WHAT TO PRODUCE => Reproduce exactly, and only, the lines below from the one containing "Map reading. Read the image" through the one containing "Parse the map".
===============
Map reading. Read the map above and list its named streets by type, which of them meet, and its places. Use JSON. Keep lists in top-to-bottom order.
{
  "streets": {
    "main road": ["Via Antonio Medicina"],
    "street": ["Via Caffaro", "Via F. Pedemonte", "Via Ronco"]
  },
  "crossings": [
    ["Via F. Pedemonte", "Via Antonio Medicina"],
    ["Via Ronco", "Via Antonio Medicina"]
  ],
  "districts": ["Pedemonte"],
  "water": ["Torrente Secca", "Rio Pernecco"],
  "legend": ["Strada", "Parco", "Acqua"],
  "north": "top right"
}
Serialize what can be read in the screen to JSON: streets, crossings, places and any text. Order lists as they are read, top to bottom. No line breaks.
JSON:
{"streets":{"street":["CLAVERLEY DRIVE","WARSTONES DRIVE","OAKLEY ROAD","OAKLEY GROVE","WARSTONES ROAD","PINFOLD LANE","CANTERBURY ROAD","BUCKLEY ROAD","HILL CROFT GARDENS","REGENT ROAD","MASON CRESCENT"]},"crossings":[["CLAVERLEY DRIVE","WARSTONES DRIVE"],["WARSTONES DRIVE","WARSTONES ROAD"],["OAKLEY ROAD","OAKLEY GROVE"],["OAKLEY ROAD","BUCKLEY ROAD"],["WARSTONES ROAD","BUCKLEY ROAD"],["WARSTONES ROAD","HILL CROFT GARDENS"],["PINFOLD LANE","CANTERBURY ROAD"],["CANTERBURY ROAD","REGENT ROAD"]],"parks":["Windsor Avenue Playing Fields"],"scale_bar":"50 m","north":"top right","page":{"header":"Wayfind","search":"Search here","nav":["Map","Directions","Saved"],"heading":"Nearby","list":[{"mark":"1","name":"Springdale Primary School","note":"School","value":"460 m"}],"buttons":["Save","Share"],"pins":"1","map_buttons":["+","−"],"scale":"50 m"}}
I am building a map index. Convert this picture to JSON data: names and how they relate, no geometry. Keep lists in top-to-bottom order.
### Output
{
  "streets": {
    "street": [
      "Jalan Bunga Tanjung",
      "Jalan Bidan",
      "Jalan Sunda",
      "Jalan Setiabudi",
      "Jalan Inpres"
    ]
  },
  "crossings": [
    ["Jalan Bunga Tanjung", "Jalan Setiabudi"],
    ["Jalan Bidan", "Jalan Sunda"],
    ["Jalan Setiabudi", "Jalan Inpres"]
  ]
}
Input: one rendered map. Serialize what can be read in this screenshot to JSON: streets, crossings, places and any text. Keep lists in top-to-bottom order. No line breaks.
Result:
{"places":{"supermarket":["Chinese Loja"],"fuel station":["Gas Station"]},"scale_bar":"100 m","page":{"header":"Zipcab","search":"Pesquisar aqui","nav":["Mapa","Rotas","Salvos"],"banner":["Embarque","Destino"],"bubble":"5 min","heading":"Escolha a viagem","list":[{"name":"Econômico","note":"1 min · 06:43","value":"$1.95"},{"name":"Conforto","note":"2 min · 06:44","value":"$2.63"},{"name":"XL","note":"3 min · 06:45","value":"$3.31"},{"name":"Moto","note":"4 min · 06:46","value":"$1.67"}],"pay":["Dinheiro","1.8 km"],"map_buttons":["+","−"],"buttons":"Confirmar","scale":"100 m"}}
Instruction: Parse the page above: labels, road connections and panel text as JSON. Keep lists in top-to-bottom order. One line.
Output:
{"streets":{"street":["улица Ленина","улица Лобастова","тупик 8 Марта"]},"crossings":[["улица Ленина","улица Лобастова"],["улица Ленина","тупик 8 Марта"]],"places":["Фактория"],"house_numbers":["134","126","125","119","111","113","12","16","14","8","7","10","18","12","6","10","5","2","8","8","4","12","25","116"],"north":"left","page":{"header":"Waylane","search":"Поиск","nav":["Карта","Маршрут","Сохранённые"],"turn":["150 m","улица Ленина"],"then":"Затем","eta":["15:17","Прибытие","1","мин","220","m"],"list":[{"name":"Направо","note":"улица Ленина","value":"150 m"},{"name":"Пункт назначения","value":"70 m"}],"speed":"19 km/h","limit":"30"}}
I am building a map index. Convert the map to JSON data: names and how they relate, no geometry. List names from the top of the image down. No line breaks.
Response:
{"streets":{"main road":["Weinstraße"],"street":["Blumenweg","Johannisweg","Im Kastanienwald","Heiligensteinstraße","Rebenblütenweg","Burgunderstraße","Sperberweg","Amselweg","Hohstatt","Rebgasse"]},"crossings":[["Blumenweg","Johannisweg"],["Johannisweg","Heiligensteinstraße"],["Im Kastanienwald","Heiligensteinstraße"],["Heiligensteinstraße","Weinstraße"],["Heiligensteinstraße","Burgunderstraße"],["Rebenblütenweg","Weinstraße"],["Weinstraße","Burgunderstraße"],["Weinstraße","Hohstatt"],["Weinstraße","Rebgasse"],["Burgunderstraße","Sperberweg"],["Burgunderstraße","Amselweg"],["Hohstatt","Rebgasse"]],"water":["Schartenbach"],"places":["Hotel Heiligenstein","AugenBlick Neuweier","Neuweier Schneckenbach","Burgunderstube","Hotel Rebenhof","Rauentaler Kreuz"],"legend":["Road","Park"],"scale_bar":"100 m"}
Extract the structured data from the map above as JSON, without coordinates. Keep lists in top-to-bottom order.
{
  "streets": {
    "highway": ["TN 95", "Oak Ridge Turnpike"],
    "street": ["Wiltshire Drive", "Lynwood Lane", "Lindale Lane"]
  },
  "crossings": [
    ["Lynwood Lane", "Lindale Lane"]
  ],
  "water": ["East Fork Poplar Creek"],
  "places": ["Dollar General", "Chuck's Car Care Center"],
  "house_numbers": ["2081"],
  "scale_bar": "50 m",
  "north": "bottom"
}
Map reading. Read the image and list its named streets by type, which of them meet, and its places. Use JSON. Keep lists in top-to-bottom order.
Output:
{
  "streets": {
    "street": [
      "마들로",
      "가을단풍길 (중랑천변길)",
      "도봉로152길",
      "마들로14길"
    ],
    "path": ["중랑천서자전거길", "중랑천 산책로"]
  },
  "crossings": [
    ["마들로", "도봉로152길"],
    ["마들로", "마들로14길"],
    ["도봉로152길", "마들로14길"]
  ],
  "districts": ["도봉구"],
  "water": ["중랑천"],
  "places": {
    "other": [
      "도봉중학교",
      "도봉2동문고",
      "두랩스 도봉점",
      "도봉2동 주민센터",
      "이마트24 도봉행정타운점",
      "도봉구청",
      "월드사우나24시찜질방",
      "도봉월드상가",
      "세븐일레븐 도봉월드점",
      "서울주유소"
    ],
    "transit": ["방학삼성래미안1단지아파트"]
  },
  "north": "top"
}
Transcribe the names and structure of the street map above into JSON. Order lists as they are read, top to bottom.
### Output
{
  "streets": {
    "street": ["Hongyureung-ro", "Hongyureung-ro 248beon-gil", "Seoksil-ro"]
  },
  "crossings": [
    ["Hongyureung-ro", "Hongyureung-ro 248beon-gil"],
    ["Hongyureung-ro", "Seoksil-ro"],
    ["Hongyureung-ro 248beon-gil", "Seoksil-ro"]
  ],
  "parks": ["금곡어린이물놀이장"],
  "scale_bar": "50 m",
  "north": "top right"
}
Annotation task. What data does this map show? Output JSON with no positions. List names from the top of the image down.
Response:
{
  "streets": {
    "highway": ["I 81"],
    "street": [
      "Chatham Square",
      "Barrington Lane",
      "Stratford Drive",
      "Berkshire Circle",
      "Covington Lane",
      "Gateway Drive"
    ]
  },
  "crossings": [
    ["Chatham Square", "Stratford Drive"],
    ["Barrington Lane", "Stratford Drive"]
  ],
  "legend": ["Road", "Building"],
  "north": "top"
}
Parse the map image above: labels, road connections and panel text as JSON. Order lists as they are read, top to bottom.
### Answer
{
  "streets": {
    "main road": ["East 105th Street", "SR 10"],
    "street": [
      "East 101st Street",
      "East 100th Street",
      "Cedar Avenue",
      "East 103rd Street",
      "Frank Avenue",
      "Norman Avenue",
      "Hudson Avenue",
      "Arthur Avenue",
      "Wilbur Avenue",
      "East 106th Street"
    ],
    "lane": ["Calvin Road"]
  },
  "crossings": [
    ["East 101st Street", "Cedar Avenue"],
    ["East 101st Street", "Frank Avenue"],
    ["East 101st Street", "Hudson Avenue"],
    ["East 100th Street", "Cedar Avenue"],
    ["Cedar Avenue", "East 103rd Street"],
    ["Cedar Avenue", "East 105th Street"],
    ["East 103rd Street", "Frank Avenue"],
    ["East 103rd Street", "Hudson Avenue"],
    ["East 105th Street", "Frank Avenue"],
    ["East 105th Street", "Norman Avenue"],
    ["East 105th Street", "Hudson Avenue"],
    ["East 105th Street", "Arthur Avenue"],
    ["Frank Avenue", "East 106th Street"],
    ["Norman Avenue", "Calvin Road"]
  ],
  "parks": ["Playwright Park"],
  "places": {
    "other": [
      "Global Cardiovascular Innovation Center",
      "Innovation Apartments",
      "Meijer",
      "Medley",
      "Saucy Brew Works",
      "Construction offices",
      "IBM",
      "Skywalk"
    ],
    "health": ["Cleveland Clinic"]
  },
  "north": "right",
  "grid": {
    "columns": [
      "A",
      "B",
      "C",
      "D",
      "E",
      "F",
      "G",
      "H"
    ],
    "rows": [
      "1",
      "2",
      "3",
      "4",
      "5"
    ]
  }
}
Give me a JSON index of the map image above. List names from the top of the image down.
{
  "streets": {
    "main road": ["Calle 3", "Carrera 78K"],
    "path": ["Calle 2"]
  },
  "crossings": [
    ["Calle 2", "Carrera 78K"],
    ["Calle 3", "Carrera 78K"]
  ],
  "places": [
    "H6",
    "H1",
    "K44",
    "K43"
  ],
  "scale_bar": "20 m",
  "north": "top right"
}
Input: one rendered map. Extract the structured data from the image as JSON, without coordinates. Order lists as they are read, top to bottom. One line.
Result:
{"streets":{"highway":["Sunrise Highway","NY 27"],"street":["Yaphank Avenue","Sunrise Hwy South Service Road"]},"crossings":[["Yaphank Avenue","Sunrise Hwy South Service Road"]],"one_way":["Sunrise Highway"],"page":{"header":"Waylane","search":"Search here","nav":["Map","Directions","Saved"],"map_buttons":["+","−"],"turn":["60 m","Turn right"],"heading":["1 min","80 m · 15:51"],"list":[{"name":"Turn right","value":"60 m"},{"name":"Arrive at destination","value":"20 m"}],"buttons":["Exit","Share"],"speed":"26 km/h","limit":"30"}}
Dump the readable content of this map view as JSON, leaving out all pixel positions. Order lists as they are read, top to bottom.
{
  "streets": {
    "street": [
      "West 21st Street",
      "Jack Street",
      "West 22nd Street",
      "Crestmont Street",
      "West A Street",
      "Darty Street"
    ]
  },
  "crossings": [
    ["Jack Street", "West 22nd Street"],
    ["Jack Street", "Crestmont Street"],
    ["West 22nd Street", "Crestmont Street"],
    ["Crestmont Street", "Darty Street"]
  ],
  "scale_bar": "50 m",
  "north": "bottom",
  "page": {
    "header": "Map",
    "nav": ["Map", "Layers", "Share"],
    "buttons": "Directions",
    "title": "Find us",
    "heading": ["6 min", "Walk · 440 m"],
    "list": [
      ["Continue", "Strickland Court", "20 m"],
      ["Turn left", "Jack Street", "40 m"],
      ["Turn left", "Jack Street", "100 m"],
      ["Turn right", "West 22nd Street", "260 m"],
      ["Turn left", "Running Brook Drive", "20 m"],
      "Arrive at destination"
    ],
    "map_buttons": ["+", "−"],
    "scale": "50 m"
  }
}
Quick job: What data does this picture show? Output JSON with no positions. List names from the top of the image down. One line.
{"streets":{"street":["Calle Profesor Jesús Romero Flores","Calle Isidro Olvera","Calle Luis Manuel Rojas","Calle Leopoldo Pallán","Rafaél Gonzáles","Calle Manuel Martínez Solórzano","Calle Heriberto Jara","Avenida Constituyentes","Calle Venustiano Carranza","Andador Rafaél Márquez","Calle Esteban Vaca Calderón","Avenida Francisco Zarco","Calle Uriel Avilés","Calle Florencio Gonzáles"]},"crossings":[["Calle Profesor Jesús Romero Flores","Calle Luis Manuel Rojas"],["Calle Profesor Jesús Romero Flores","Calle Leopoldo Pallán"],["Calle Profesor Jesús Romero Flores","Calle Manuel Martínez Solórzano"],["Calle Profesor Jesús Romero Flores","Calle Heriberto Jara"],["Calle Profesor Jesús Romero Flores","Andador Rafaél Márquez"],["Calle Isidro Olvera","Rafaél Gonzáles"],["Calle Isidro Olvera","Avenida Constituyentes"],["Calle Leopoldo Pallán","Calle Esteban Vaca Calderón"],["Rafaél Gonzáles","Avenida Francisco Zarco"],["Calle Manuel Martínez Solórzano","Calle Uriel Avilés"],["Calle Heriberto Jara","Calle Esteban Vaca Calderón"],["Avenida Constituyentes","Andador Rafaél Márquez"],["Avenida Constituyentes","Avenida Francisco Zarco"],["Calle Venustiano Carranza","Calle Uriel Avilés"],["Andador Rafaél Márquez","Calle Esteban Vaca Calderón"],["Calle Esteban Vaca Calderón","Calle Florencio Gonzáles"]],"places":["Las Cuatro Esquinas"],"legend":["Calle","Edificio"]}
===============
WRITTEN SOLUTION =>
Map reading. Read the image and list its named streets by type, which of them meet, and its places. Use JSON. Keep lists in top-to-bottom order.
Output:
{
  "streets": {
    "street": [
      "마들로",
      "가을단풍길 (중랑천변길)",
      "도봉로152길",
      "마들로14길"
    ],
    "path": ["중랑천서자전거길", "중랑천 산책로"]
  },
  "crossings": [
    ["마들로", "도봉로152길"],
    ["마들로", "마들로14길"],
    ["도봉로152길", "마들로14길"]
  ],
  "districts": ["도봉구"],
  "water": ["중랑천"],
  "places": {
    "other": [
      "도봉중학교",
      "도봉2동문고",
      "두랩스 도봉점",
      "도봉2동 주민센터",
      "이마트24 도봉행정타운점",
      "도봉구청",
      "월드사우나24시찜질방",
      "도봉월드상가",
      "세븐일레븐 도봉월드점",
      "서울주유소"
    ],
    "transit": ["방학삼성래미안1단지아파트"]
  },
  "north": "top"
}
Transcribe the names and structure of the street map above into JSON. Order lists as they are read, top to bottom.
### Output
{
  "streets": {
    "street": ["Hongyureung-ro", "Hongyureung-ro 248beon-gil", "Seoksil-ro"]
  },
  "crossings": [
    ["Hongyureung-ro", "Hongyureung-ro 248beon-gil"],
    ["Hongyureung-ro", "Seoksil-ro"],
    ["Hongyureung-ro 248beon-gil", "Seoksil-ro"]
  ],
  "parks": ["금곡어린이물놀이장"],
  "scale_bar": "50 m",
  "north": "top right"
}
Annotation task. What data does this map show? Output JSON with no positions. List names from the top of the image down.
Response:
{
  "streets": {
    "highway": ["I 81"],
    "street": [
      "Chatham Square",
      "Barrington Lane",
      "Stratford Drive",
      "Berkshire Circle",
      "Covington Lane",
      "Gateway Drive"
    ]
  },
  "crossings": [
    ["Chatham Square", "Stratford Drive"],
    ["Barrington Lane", "Stratford Drive"]
  ],
  "legend": ["Road", "Building"],
  "north": "top"
}
Parse the map image above: labels, road connections and panel text as JSON. Order lists as they are read, top to bottom.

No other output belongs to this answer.